Brass panels were cathodically cleaned at 4.0 V in a solution containing 50 g/l sodium hydroxide at 50° C. The panels were then rinsed in distilled water and activated by immersion in 5% aqueous propanesulfonic acid. The panels were plated in the above solutions at room temperature for ten minutes.

The deposits from Solution 1 were dull and coarse grained when plated above 25 A/ft2. Solution 2 produced commercially acceptable deposits from 1-30 A/ft2. Solution 3 produced commercially acceptable deposits from 1 to >40 A/ft2.
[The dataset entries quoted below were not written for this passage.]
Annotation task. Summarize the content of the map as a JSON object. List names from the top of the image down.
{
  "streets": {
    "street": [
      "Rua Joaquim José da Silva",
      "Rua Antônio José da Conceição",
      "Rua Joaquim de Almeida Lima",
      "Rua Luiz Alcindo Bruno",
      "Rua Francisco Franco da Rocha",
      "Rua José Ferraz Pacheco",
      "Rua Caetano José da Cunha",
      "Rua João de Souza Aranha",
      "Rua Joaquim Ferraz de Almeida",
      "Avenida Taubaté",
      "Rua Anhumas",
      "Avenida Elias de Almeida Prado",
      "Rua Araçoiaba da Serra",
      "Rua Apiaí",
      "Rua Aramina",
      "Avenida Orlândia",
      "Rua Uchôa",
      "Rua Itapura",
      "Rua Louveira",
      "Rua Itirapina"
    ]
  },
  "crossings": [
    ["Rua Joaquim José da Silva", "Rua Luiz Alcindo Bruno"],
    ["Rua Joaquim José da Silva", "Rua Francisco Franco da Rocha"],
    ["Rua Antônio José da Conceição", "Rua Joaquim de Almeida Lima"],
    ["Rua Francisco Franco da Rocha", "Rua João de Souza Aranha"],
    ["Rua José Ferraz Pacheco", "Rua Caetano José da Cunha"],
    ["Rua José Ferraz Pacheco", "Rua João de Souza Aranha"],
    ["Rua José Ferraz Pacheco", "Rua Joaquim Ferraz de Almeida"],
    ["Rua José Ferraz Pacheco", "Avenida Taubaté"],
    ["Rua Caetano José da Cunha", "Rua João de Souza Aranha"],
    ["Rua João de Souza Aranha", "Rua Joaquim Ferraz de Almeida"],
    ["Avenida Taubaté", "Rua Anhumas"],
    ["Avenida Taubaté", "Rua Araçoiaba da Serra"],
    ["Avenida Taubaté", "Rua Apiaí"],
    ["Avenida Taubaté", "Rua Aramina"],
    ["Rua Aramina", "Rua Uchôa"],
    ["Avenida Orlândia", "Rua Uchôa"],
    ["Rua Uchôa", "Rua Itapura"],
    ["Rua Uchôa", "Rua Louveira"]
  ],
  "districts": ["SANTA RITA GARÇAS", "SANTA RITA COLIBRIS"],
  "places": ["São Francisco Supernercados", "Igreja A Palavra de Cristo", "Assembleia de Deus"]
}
Similar results were found when copper ethanesulfonate solutions were made.

EXAMPLE 5

Effects of Free Sulfuric Acid Concentration. Three copper sulfate plating solutions were prepared as follows:

1. High Free Acid (1.75 M Free Acid); prepared by dissolving 16.1 gm copper carbonate, CuCO3:Cu(OH)2, 57% Cu+2, into 300 ml water. Concentrated sulfuric acid, 7.25 ml was used to dissolve the copper carbonate powder. An additional 47 ml of concentrated sulfuric acid was added to the solution and the entire solution was diluted to 500 ml. The solution was filtered and 6 mg/l HCl was added to the copper electrolyte. Solution contained 18.5 g/l Cu+2 and 160 g/l free sulfuric acid.

2. Intermediate Free Acid (0.75 M Free Acid); prepared by dissolving 15.4 gm copper carbonate, CuCo3:Cu(OH)2, 57% Cu+2, into 300 ml water. Concentrated sulfuric acid, 7.5 ml, was used to dissolve the copper carbonate powder. An additional 21 ml of concentrated sulfuric acid was added to the solution and the entire solution was diluted to 500 ml. The solution was filtered and 6 mg/l HCl was added to the copper electrolyte. Solution contained 17.56 g/l Cu+2 and 71.8 g/l free sulfuric acid.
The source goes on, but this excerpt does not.